Sappiamo bene quanto la morfologia peculiare delle ossa determini la mobilità delle articolazioni e questa ampiezza di movimento non si può modificare senza danneggiare i tessuti, che sia con un evento traumatico o con usura sul lungo termine. A seguito di un allenamento costante e continuo, specialmente nella fase iniziale di apprendimento di una disciplina corporea, è possibile a volte osservare un incremento nell’ampiezza di movimento delle articolazioni, ma questo è spesso dovuto ad una maggior chiarezza nella percezione di sé o al rilascio di tensioni pregresse a livello muscolare e connettivo. A livello osseo ogni corpo detiene una propria qualità articolare che non può essere modificata ma si può imparare a sfruttarla al meglio, nel rispetto del proprio strumento e della salute.
Lo stretching passivo, ossia quello in cui l’articolazione viene sottoposta a stress meccanico in assenza di contrazione muscolare, non è funzionale all’attività della danza, poiché in generale abbassa il tono dei muscoli rendendo la struttura più instabile e vulnerabile. Che si abiti un corpo naturalmente flessibile o con rigidità, dedicare attenzione esclusivamente a questo tipo di approccio (ormai superato almeno quanto fare i crunch per rinforzare gli addominali) non porta a grandi vantaggi. Possiamo certamente trovare metodi più efficaci, grazie anche alle nuove competenze che arrivano dalle discipline somatiche e dai programmi di allenamento funzionale.
Esprimere il massimo potenziale della propria, peculiare ampiezza di movimento, non è dato tanto dal dedicarsi esclusivamente allo stretching passivo, quanto invece accompagnarlo ad un lavoro di sviluppo e implemento di quei comparti muscolari che muovono le ossa in modo corretto secondo le tecniche coreutiche, supportando le articolazioni nell’atto di spingersi verso il proprio limite articolare ma senza mai forzare per oltrepassarlo. Il movimento arriverà fin dove è possibile sostenere il corpo con potenza e controllo.
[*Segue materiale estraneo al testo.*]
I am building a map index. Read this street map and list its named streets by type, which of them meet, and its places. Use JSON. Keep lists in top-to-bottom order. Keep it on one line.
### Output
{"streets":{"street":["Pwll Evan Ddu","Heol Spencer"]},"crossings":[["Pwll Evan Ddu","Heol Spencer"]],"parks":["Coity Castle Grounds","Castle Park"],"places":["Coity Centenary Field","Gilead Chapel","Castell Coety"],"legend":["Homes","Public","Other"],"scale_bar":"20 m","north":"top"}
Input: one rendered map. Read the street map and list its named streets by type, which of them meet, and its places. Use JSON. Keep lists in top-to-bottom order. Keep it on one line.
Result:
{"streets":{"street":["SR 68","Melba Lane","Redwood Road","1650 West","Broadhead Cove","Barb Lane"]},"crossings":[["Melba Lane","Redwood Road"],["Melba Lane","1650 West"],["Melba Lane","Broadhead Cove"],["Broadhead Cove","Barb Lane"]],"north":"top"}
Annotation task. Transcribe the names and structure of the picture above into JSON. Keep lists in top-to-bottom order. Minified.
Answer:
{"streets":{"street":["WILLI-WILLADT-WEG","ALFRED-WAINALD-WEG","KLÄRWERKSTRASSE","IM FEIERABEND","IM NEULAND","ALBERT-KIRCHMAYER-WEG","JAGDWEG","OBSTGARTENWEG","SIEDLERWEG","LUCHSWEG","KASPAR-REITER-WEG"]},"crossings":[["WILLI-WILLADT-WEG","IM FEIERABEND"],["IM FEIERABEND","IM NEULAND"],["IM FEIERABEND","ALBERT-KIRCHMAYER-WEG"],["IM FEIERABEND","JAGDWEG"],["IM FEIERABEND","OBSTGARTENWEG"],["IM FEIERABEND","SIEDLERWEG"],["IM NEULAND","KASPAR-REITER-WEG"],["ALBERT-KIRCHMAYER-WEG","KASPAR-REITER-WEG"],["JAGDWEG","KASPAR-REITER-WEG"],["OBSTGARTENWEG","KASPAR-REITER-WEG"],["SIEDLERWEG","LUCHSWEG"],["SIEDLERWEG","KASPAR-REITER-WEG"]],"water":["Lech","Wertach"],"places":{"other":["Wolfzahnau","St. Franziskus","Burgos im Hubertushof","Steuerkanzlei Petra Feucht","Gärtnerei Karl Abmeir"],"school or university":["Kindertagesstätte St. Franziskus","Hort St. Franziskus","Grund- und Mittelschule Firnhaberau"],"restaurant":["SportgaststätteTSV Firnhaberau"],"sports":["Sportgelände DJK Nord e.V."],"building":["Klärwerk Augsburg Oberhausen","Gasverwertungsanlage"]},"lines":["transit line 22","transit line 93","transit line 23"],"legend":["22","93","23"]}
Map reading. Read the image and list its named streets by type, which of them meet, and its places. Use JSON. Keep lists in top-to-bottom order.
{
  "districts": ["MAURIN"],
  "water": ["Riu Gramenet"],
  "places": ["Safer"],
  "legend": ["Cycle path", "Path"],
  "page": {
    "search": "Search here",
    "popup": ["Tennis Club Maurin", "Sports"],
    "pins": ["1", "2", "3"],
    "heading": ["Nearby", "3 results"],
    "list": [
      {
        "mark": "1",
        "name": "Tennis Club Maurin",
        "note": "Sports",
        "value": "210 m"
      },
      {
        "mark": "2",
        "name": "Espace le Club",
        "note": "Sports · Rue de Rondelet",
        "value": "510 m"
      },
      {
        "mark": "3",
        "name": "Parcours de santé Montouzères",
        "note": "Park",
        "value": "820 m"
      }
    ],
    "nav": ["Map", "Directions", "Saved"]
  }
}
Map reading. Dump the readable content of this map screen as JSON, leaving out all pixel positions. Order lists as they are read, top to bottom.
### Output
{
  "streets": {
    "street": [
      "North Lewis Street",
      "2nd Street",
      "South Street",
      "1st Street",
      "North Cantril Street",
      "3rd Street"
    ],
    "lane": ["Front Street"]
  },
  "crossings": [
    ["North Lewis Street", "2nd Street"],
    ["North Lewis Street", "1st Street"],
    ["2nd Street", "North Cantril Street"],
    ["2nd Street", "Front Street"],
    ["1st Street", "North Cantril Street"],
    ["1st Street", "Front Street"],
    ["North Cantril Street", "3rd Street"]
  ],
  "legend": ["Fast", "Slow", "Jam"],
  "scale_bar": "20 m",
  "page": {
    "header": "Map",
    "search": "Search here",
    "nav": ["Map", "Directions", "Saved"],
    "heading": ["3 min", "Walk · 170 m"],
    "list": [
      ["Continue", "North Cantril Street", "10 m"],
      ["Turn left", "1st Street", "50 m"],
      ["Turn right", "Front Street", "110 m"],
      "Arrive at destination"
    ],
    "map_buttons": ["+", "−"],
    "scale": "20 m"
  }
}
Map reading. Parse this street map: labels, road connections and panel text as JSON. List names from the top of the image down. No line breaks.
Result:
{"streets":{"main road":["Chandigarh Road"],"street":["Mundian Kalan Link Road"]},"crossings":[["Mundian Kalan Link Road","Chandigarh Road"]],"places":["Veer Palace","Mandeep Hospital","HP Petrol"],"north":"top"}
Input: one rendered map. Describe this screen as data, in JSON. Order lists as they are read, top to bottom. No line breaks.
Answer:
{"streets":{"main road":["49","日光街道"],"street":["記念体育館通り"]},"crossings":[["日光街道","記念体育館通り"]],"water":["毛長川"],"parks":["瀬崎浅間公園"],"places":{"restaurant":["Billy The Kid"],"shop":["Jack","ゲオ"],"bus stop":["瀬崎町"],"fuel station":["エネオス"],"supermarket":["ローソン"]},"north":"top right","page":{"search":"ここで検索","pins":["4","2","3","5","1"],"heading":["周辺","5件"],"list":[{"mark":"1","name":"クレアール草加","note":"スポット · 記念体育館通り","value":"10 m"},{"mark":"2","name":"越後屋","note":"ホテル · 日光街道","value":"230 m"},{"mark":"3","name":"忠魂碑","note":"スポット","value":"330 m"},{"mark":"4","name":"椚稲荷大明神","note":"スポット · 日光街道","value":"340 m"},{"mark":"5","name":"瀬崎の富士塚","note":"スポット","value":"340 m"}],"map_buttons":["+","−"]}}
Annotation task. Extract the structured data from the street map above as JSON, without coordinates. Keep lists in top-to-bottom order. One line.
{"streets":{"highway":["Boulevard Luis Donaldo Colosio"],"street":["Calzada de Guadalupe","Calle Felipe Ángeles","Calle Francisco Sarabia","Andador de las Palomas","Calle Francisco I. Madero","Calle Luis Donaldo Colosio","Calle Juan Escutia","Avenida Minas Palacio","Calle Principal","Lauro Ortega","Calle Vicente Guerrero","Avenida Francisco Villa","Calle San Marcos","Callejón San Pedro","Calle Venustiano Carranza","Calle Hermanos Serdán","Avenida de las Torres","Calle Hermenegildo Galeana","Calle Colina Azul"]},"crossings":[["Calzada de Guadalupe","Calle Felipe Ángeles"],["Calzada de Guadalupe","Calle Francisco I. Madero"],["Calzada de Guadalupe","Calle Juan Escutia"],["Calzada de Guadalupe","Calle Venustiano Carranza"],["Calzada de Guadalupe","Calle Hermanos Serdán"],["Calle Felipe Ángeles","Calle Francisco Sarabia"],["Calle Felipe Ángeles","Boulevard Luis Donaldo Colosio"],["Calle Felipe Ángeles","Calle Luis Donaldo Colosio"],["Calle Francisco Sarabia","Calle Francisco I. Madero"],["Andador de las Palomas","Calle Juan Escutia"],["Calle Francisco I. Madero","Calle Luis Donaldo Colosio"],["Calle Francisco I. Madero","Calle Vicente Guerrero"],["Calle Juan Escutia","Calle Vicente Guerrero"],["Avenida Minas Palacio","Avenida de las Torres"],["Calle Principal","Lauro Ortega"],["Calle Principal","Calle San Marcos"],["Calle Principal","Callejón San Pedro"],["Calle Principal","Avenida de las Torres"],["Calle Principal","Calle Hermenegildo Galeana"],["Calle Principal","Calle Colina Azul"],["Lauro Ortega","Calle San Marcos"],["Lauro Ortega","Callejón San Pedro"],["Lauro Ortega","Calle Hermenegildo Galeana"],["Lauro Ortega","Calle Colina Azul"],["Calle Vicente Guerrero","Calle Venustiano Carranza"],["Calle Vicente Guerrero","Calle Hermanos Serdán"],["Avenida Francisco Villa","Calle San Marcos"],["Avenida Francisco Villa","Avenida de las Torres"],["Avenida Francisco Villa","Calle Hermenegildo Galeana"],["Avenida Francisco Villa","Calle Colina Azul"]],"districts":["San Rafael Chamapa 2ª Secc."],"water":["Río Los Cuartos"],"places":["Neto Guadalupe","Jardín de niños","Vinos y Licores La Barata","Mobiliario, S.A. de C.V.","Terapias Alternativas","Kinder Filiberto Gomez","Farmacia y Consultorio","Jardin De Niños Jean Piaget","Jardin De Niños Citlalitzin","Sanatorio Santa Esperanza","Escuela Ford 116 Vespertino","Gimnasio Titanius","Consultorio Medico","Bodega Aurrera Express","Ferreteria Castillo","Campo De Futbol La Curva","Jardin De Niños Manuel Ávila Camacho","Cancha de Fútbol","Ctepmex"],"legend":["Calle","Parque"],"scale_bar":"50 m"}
Questo è il motivo per cui è molto raro che, durante le classi di danza, usi le mie mani per alzare le gambe degli allievi, ad esempio, poiché in mancanza di spazio (ossia quando si incontra una compressione ossea) rischio di stressare l’articolazione, mentre la persona iper lassa certamente potrà raggiungere grandi altezze ma poi non riuscirà a sostenere, qualora mancasse la forza; quindi questo tipo di intervento, questa è la mia esperienza, manca di utilità ed efficacia. Preferisco far capire allo studente quali sono i muscoli da utilizzare, anche attraverso immagini, quindi assegnare specifici esercizi per sviluppare propriocezione e forza in quell’area, che nel tempo daranno luogo al miglior movimento possibile per quel corpo, qualunque esso sia, nella piena correttezza della tecnica, chiarezza d’intenti e in tutta sicurezza.
Esistono muscoli degli strati più profondi che sono essenziali per il controllo del movimento, nonché per la connessione e il dialogo tra le parti, la cui presenza nella percezione degli studenti è abbastanza incerta: trasverso dell’addome, psoas, quadrato dei lombi, pavimento pelvico, erettori profondi della colonna vertebrale, giusto per citarne alcuni. Questi vanno allenati quotidianamente anche con esercizi di allungamento, ovviamente, ma questi hanno senso solo come armonizzazione dopo un lavoro di tonificazione e soprattutto sforzo isometrico, quest’ultimo importantissimo per sviluppare resistenza e controllo.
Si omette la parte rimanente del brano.